Chile is set for its busiest year of initial public offerings since 2005 as a rebounding economy and surging equity prices lure investors, according to the Santiago securities exchange.
Seafood producer Cia. Pesquera Camanchaca SA is poised to end Chile’s one-year IPO drought in a sale planned for next month while five other companies may go public next year, Jose Antonio Martinez, chief executive officer of the Bolsa de Comercio de Santiago, Chile’s biggest exchange by trading volume, said in an interview yesterday.
Chilean companies are returning to the equity market as the economy expands at the fastest pace in five years, recovering from last year’s recession and February’s earthquake. Chile’s Ipsa index has surged 39 percent this year to record levels, beating the MSCI EM Latin America Index’s 9.1 percent gain. The planned integration of securities trading in Chile, Colombia and Peru will increase volumes and give a further boost to IPO activity, Martinez said.
“I’ve heard that there will be five companies looking to do IPOs next year,” Martinez, 52, said from the exchange’s downtown Santiago offices. “It’s a consequence of the recovery of the two last years and the recuperation of the economy. That means new projects, new developments, new investment and companies consider this option.”
He declined to name companies that may sell shares next year, saying their plans aren’t set. Chile’s economy will expand 5 percent to 5.5 percent this year, the central bank forecast in its quarterly monetary policy report published Sept. 8.
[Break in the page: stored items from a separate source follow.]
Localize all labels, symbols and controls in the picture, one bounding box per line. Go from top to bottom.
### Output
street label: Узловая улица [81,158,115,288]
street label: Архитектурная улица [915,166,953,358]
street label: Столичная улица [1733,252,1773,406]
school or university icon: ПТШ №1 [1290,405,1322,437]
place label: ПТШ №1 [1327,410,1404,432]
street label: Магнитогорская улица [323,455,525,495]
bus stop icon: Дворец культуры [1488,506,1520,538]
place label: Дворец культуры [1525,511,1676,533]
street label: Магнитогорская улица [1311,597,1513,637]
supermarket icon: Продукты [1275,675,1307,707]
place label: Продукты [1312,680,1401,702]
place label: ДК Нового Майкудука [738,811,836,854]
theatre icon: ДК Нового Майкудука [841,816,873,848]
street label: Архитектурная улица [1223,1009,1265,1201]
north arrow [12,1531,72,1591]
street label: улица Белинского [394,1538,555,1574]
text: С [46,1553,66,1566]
The exchanges in Chile, Peru and Colombia plan to begin a trial of cross-border trading in stocks such as Cencosud SA, Southern Copper Corp. and Ecopetrol SA this month and offer access to clients in January. In a second phase they may establish a common exchange which at current prices would have a combined value of $647 billion compared with Mexico’s $462 billion and Brazil’s $1.7 trillion, according to Bloomberg data.
Banco Davivienda SA was the only company to hold an IPO in Colombia this year, raising $233 million, while Pesquera Exalmar SA was Peru’s sole IPO in the last three years, according to data compiled by Bloomberg.
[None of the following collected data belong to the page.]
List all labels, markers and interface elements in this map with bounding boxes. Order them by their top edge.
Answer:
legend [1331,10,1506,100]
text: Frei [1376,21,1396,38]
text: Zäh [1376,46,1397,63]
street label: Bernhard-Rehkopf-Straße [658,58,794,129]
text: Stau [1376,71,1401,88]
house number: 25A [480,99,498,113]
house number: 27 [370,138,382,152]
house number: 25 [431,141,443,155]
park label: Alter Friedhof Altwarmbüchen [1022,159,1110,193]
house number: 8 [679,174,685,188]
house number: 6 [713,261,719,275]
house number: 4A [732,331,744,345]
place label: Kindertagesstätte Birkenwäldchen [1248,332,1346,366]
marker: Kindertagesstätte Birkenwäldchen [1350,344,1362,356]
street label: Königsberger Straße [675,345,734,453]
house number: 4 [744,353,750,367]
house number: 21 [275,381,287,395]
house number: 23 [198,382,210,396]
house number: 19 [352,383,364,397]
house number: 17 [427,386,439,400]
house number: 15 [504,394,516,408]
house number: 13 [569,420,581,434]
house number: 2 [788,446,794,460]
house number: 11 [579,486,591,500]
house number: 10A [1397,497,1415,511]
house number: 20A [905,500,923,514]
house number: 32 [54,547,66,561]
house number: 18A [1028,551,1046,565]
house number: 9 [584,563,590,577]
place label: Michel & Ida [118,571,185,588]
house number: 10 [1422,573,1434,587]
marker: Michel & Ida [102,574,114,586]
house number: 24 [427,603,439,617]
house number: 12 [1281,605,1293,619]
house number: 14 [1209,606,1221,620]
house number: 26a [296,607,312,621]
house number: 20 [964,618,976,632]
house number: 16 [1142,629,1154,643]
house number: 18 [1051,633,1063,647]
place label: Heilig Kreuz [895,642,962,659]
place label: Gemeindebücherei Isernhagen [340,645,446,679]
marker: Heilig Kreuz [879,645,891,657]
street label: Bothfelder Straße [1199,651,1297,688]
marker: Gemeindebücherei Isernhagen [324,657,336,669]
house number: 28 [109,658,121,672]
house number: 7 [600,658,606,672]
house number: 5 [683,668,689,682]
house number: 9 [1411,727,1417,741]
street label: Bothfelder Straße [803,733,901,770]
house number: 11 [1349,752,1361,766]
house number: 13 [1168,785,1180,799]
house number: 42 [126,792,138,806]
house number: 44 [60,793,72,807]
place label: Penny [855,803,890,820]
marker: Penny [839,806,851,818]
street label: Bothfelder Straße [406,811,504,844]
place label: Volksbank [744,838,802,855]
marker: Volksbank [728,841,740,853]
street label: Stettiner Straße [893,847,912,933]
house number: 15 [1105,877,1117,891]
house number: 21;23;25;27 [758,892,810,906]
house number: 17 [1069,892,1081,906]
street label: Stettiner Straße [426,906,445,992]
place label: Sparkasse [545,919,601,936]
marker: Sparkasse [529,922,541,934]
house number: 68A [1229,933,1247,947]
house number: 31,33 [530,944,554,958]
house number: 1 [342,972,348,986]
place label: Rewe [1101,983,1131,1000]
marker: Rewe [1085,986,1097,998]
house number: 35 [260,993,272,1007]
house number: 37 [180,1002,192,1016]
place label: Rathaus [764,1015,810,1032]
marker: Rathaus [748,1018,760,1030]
Colombian mining and oil companies may sell shares for the first time next year, Juan Pablo Cordoba, president of the nation’s stock exchange, said in a Nov. 10 interview. Investors in Peru and Chile have also expressed interest in Colombian banking stocks, Cordoba.
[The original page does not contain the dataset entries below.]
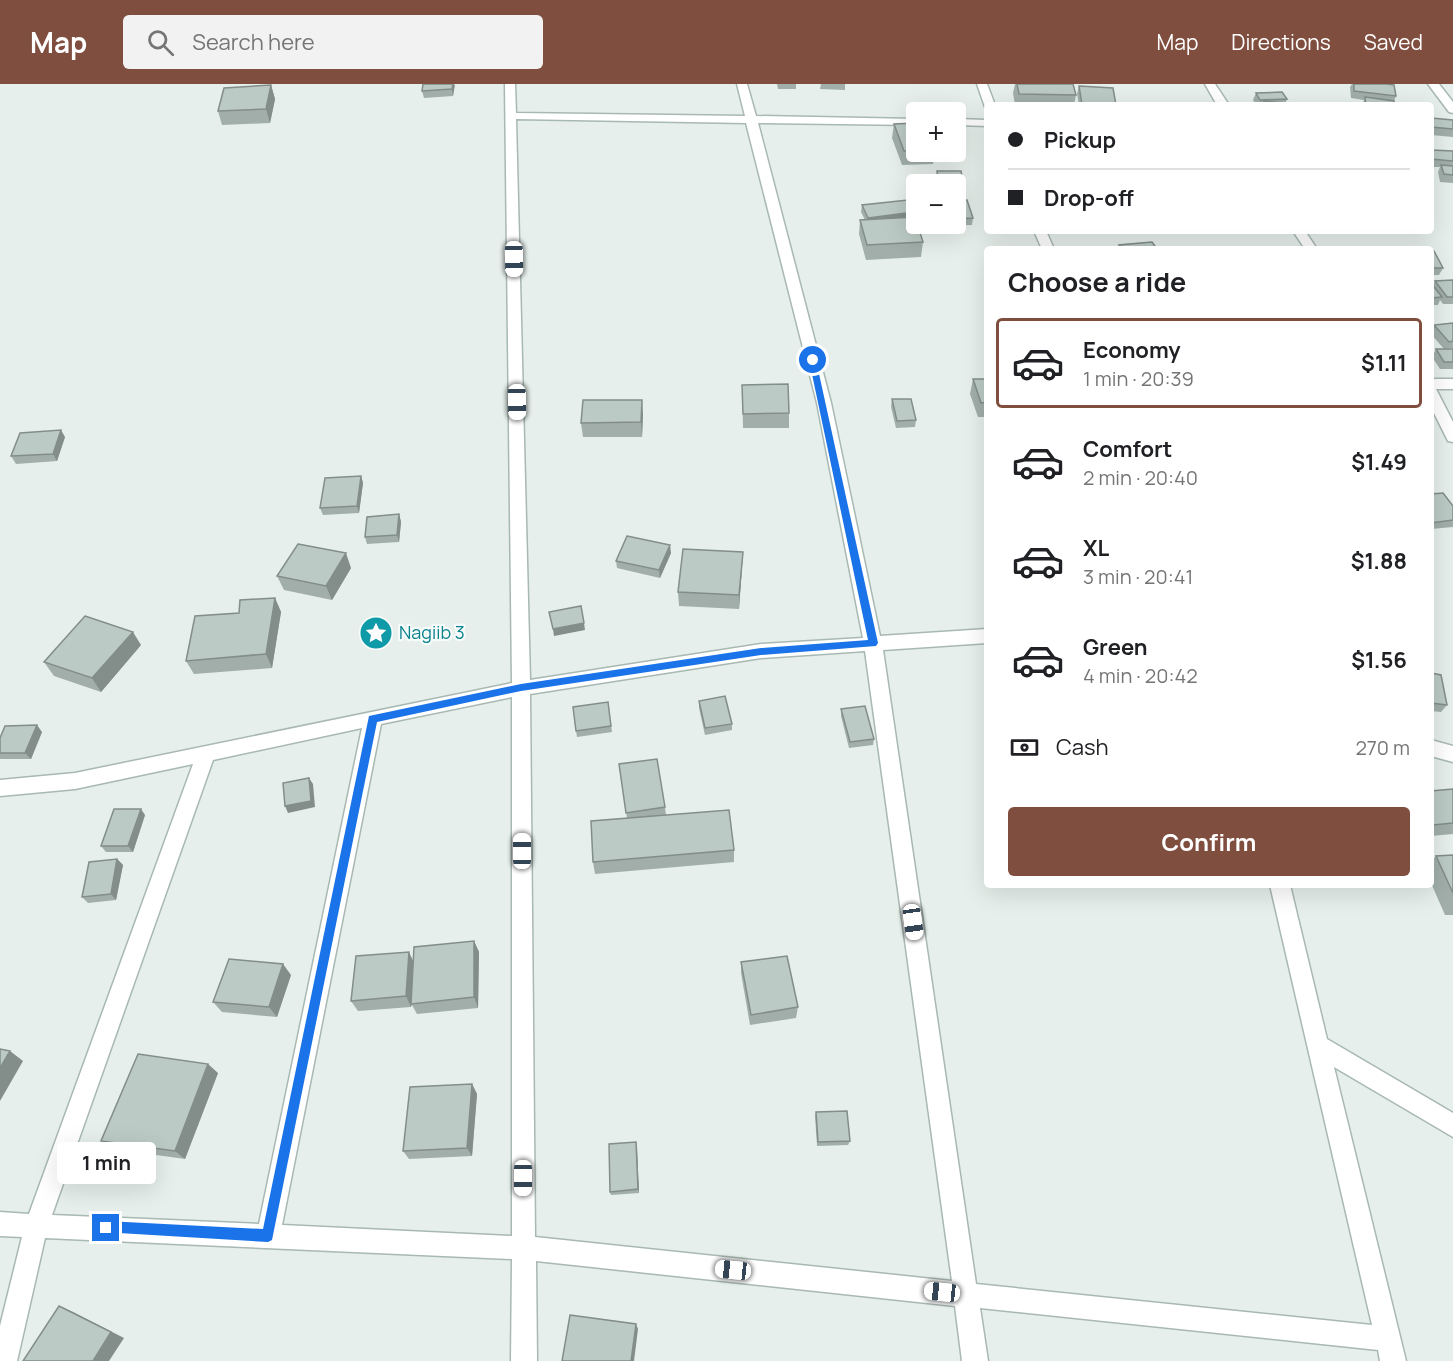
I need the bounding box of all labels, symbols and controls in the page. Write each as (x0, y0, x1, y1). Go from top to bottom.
search box (123, 15, 543, 69)
text: Map (30, 23, 87, 61)
icon: search (144, 26, 177, 59)
text: Search here (192, 27, 315, 57)
text: Map (1157, 28, 1198, 56)
text: Directions (1231, 28, 1331, 56)
text: Saved (1364, 28, 1423, 56)
map controls (906, 102, 966, 234)
button: + (906, 102, 966, 162)
text: Pickup (1044, 125, 1116, 155)
button: − (906, 174, 966, 234)
text: Drop-off (1044, 183, 1134, 213)
car (505, 241, 523, 277)
text: Choose a ride (1008, 263, 1186, 300)
text: Economy (1083, 335, 1181, 365)
icon: car (1011, 336, 1065, 390)
route start (799, 346, 826, 373)
text: $1.11 (1361, 348, 1407, 378)
text: 1 min · 20:39 (1083, 365, 1194, 392)
car (508, 384, 526, 420)
text: Comfort (1083, 434, 1172, 464)
icon: car (1011, 435, 1065, 489)
text: $1.49 (1351, 447, 1407, 477)
text: 2 min · 20:40 (1083, 464, 1198, 491)
text: XL (1083, 533, 1109, 563)
icon: car (1011, 534, 1065, 588)
text: $1.88 (1351, 546, 1407, 576)
text: 3 min · 20:41 (1083, 563, 1193, 590)
place icon: Nagiib 3 (358, 615, 394, 651)
place label: Nagiib 3 (399, 620, 465, 644)
text: Green (1083, 632, 1148, 662)
icon: car (1011, 633, 1065, 687)
text: $1.56 (1351, 645, 1407, 675)
text: 4 min · 20:42 (1083, 662, 1198, 689)
icon: cash (1008, 731, 1041, 764)
text: Cash (1056, 732, 1109, 762)
text: 270 m (1355, 734, 1410, 761)
button: Confirm (1008, 807, 1410, 876)
car (513, 833, 531, 869)
car (902, 903, 924, 941)
callout: 1 min (57, 1141, 156, 1183)
text: 1 min (82, 1149, 131, 1176)
car (514, 1160, 532, 1196)
route end (92, 1214, 119, 1241)
car (714, 1259, 752, 1281)
car (923, 1281, 961, 1303)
Integration may also entice Colombian and Peruvian companies to list shares in Chile, Guillermo Tagle, who oversees about $1 billion as chief executive officer of IM Trust Corredores de Bolsa SA, said in an interview from Santiago.
“We are sure that the integration of the three markets will be attractive for the issuers,” Martinez said. “Once the integration starts, investors in all three markets will be immediately available to participate in the IPOs.”
The integrated bourses, to be called MILA, or Mercado Integrado Latinoamericano, aim to begin a series of common indexes in the first half of next year before including fixed- income securities, Martinez said.